• _Exercise objective_: An exact reproduction is required of the lines from the beginning of the entries through the line with "2px #3b2a1e) drop-shadow(0", pictures excluded and nothing added.

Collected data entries
==============================
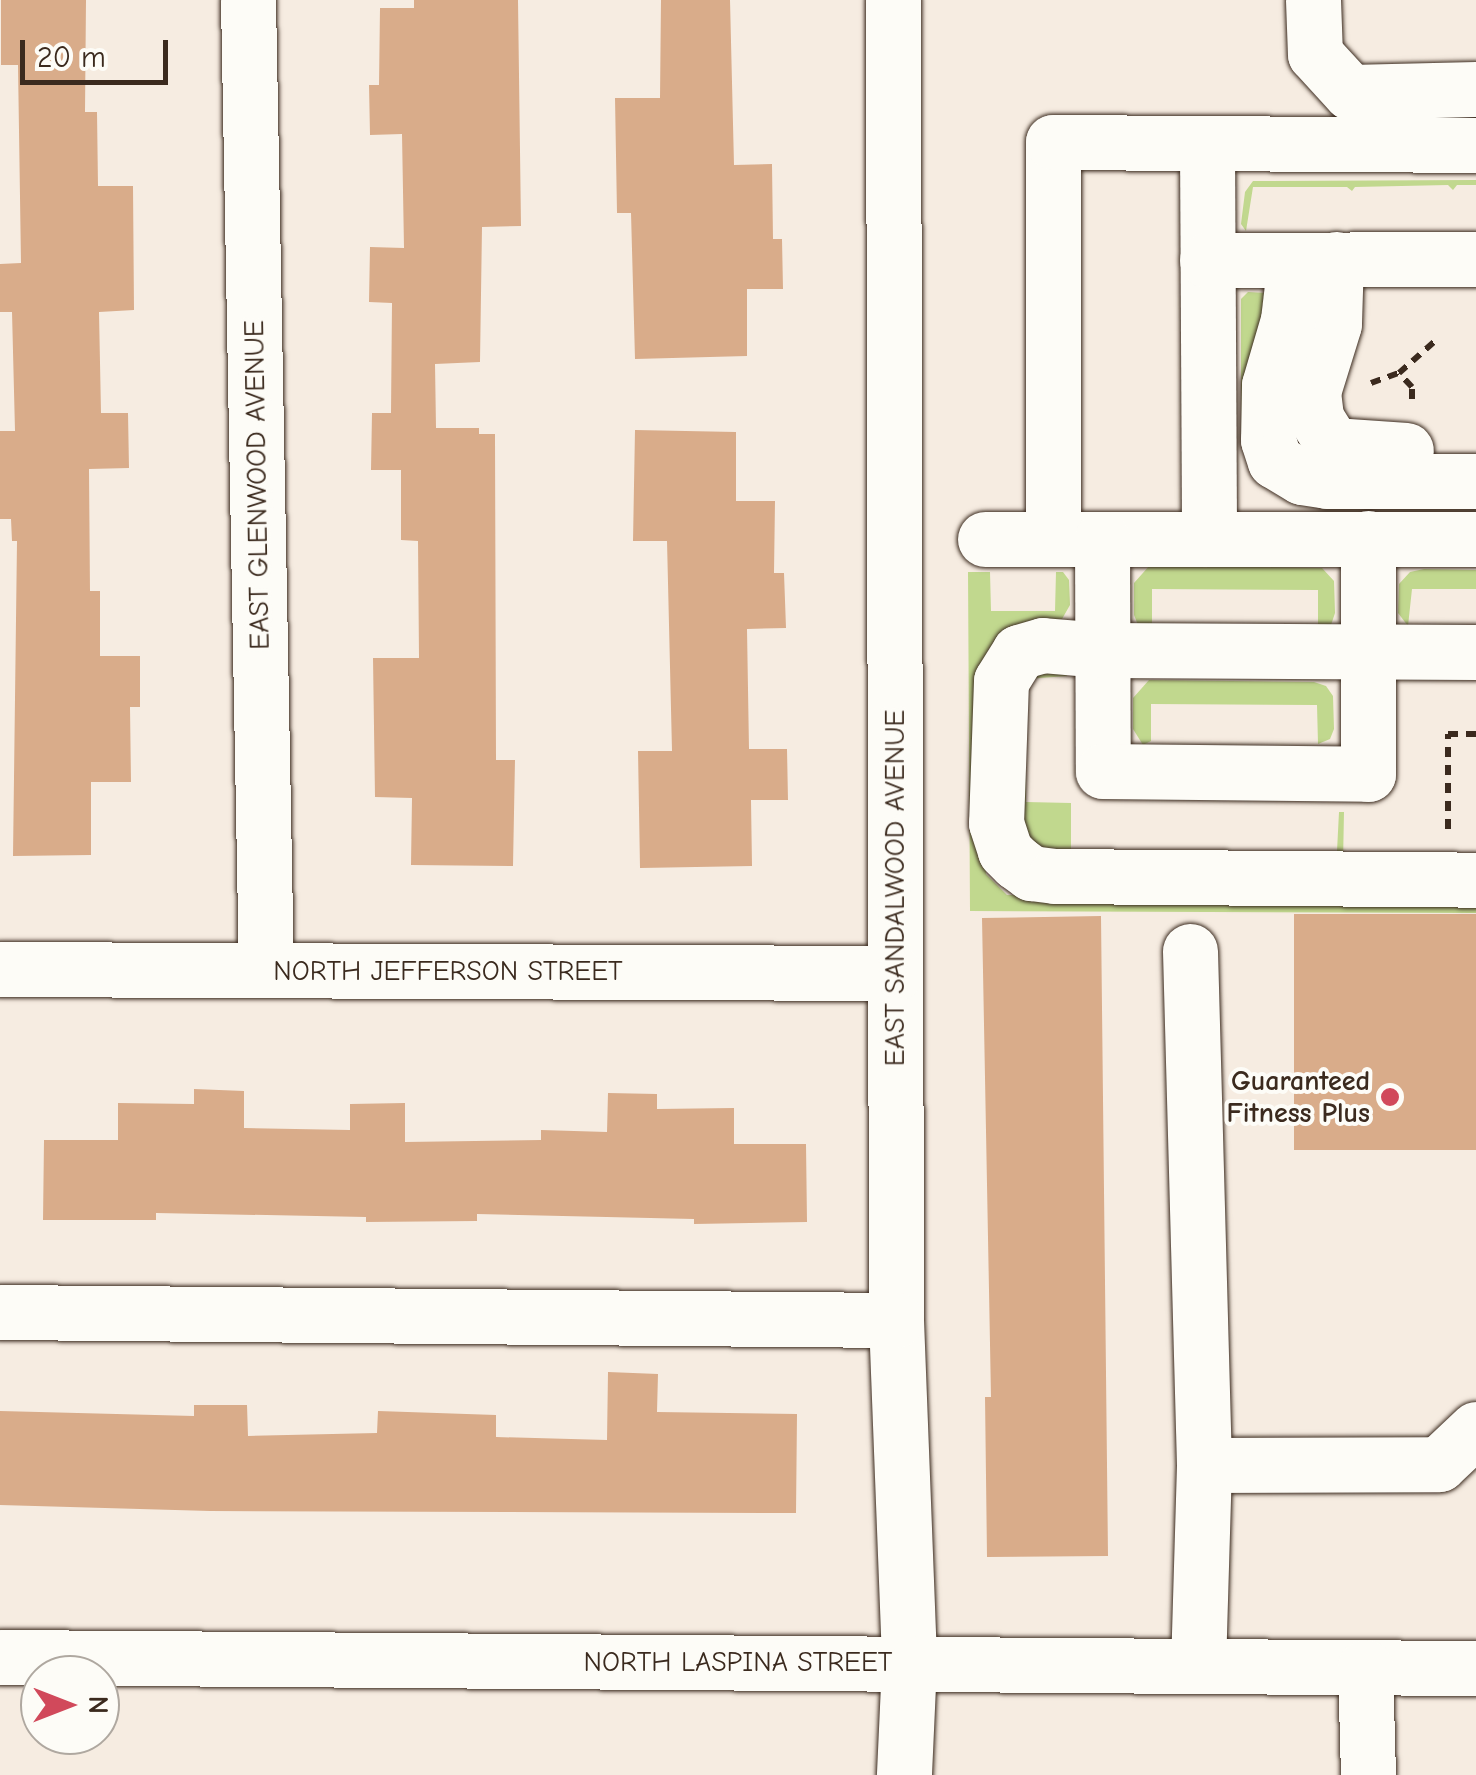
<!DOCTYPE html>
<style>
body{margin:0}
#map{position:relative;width:1476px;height:1775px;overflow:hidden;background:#f6ece1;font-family:"Comic Neue",sans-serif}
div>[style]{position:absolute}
.green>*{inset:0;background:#c1d88e}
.building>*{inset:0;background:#d9ac8a;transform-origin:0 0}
.path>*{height:6px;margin-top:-3px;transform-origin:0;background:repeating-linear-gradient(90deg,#3b2a1e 0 10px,transparent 0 18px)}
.roads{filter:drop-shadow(0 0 2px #3b2a1e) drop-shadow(0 0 2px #3b2a1e)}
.minor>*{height:55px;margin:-27.5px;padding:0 27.5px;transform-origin:27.5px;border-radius:27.5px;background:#fdfcf7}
.dots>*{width:28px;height:28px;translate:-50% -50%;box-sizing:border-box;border:5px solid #fdfcf7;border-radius:50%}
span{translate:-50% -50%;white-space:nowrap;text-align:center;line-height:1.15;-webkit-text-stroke:8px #fdfcf7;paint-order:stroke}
.street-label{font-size:28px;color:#3b2a1e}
.poi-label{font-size:28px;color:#3b2a1e;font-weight:700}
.right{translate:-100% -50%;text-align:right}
.north{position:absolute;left:20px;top:1655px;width:100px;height:100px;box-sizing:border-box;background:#fdfcf7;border:2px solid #afa8a0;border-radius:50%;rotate:90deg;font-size:28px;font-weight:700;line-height:40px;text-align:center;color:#3b2a1e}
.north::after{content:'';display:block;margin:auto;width:35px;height:45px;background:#d1495b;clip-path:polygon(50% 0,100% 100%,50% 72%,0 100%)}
.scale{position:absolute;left:20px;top:40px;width:148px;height:45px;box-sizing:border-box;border:5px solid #3b2a1e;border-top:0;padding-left:12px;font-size:30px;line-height:35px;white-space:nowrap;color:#3b2a1e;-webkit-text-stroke:8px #fdfcf7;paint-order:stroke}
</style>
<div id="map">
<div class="green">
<div style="clip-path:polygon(1476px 180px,1476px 185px,1457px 185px,1453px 190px,1448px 185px,1355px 187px,1352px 191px,1347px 187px,1253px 187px,1246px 231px,1241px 224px,1245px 192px,1253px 181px)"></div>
<div style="clip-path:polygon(1248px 292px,1266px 293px,1241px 442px,1241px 299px)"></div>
<div style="clip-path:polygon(1150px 565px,1322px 568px,1334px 581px,1335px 613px,1331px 625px,1318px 629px,1318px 590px,1152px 589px,1152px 626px,1138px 625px,1134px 615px,1134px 583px)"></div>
<div style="clip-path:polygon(1424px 569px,1476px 570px,1476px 589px,1412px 589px,1408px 626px,1398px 613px,1399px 584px,1410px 572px)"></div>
<div style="clip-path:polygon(968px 572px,990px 572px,991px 611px,1055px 611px,1056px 572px,1063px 572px,1069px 580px,1070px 605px,1062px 619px,1001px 632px,986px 654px,986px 874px,1007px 895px,1476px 899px,1476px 913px,970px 911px)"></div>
<div style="clip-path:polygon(1066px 668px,1067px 676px,1026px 679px,1026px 802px,1071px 803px,1071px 851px,1337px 851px,1339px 812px,1344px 812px,1343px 863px,1053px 861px,1017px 828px,1021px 674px)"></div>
<div style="clip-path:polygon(1149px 680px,1314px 682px,1326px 686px,1333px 696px,1334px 729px,1330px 739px,1318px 744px,1317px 705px,1151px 704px,1151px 741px,1143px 745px,1133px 729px,1133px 698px)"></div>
</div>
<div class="building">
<div style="clip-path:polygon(1px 0,86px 0,85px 112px,97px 112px,98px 186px,133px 186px,134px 310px,99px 312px,101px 413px,128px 413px,129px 468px,89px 469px,90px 591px,100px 591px,100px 656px,140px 656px,140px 707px,130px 707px,131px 782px,91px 782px,91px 855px,13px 856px,17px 541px,12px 541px,11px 519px,0 519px,0 431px,15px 431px,12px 312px,0 312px,0 264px,21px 263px,18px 65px,1px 65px)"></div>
<div style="clip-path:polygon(414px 0,518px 0,521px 226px,482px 227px,480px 362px,435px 364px,436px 428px,479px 428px,479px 434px,495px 434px,496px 760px,515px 760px,513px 866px,411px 865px,412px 798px,375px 797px,373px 658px,419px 658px,418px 541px,401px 540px,401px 470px,371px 470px,372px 413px,391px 413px,392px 303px,369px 302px,370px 247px,404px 248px,402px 134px,370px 135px,369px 85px,379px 85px,380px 8px,414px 8px)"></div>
<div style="clip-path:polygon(661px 0,730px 0,734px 165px,772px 164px,773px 239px,782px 239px,783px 289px,747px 289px,747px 356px,635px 359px,631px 213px,617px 213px,615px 98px,660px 98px)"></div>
<div style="clip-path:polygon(635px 430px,736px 432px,736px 501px,775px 501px,774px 573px,784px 573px,786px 628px,747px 629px,749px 749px,787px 749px,788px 800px,751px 800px,752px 866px,640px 868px,638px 751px,672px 751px,667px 541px,633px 541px)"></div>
<div style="left:1476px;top:914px;width:236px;height:182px;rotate:90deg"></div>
<div style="clip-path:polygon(1101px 916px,1108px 1556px,987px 1557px,985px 1397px,991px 1397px,982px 918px)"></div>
<div style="clip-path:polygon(194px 1089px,244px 1091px,244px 1128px,350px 1130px,350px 1104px,405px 1103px,405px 1142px,541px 1140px,541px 1130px,607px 1132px,608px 1093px,657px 1094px,657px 1109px,734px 1108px,734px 1144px,806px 1144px,807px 1222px,694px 1224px,694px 1219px,477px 1214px,477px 1221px,366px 1222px,366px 1217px,156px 1213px,156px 1220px,43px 1220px,44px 1140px,118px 1140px,118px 1103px,194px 1104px)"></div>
<div style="clip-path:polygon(608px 1372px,658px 1374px,657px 1412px,797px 1414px,796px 1513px,210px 1511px,0 1505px,0 1411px,194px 1416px,194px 1405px,247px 1405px,248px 1436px,377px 1433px,378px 1411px,496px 1415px,496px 1437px,607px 1440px)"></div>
</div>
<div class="path">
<div style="left:1371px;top:383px;width:30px;rotate:-20deg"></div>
<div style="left:1412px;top:399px;width:12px;rotate:-90deg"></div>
<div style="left:1412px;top:387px;width:19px;rotate:-133deg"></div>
<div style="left:1399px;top:373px;width:47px;rotate:-41.5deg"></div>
<div style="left:1448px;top:829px;width:95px;rotate:-90deg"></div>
<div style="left:1448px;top:734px;width:28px"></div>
</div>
<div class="roads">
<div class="minor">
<div style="left:248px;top:0;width:970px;rotate:88.94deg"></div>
<div style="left:893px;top:0;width:1320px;rotate:89.87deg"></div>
<div style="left:896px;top:1320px;width:343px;rotate:87.8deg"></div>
<div style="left:909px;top:1663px;width:112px;rotate:92.6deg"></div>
<div style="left:1313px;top:0;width:54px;rotate:87.9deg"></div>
<div style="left:1315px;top:54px;width:52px;rotate:47.4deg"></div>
<div style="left:1350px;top:92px;width:126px;rotate:-1.4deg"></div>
<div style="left:1207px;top:144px;width:395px;rotate:89.7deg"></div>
<div style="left:1336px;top:259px;width:65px;rotate:91.8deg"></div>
<div style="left:1334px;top:324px;width:71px;rotate:107.2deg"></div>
<div style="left:1313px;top:392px;width:26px;rotate:83deg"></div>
<div style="left:1316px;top:418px;width:32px;rotate:58deg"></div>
<div style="left:1333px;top:445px;width:73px;rotate:3.9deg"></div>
<div style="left:1207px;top:260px;width:269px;rotate:-0.2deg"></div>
<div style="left:1295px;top:260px;width:60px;rotate:96.7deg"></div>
<div style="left:1288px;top:320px;width:68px;rotate:106.3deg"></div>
<div style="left:1269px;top:385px;width:55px;rotate:91deg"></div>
<div style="left:1268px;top:440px;width:22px;rotate:72deg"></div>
<div style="left:1275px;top:461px;width:31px;rotate:31deg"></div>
<div style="left:1302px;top:477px;width:25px;rotate:9deg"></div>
<div style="left:1327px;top:481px;width:149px"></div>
<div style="left:985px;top:539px;width:491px"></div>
<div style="left:1053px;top:539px;width:397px;rotate:-90deg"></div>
<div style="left:1053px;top:142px;width:423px;rotate:0.4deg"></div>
<div style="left:1102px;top:539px;width:232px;rotate:89.8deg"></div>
<div style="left:1103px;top:771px;width:265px;rotate:0.6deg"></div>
<div style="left:1368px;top:774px;width:236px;rotate:-90deg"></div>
<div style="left:1476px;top:652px;width:374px;rotate:-179.7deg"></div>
<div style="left:1102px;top:650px;width:59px;rotate:-175.2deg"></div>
<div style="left:1043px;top:645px;width:25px;rotate:164deg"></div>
<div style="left:1019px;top:652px;width:34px;rotate:122deg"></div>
<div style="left:1001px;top:681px;width:142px;rotate:92deg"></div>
<div style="left:996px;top:823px;width:29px;rotate:72deg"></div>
<div style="left:1005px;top:851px;width:16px;rotate:45deg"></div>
<div style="left:1016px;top:862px;width:19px;rotate:36deg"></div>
<div style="left:1031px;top:873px;width:24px;rotate:7deg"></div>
<div style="left:1055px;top:876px;width:421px;rotate:0.5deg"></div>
<div style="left:1190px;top:951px;width:514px;rotate:88.44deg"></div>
<div style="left:1204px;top:1465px;width:201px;rotate:91.7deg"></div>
<div style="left:0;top:969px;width:895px;rotate:0.26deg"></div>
<div style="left:0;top:1312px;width:896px;rotate:0.51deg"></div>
<div style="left:1204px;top:1465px;width:235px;rotate:-0.2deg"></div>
<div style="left:1439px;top:1464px;width:51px;rotate:-43.4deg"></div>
<div style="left:0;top:1657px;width:1476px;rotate:0.43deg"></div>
<div style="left:1365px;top:1667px;width:108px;rotate:88.4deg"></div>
</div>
</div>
<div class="dots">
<div style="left:1390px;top:1097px;background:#d1495b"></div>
</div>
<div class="street-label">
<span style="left:257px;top:485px;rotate:-91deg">EAST GLENWOOD AVENUE</span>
<span style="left:895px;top:888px;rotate:-90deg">EAST SANDALWOOD AVENUE</span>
<span style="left:448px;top:971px">NORTH JEFFERSON STREET</span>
<span style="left:738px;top:1662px">NORTH LASPINA STREET</span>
</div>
<div class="poi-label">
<span class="right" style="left:1370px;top:1097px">Guaranteed<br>Fitness Plus</span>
</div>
<div class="north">N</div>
<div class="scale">20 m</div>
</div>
==============================
• _Written response_:
<!DOCTYPE html>
<style>
body{margin:0}
#map{position:relative;width:1476px;height:1775px;overflow:hidden;background:#f6ece1;font-family:"Comic Neue",sans-serif}
div>[style]{position:absolute}
.green>*{inset:0;background:#c1d88e}
.building>*{inset:0;background:#d9ac8a;transform-origin:0 0}
.path>*{height:6px;margin-top:-3px;transform-origin:0;background:repeating-linear-gradient(90deg,#3b2a1e 0 10px,transparent 0 18px)}
.roads{filter:drop-shadow(0 0 2px #3b2a1e) drop-shadow(0 0 2px #3b2a1e)}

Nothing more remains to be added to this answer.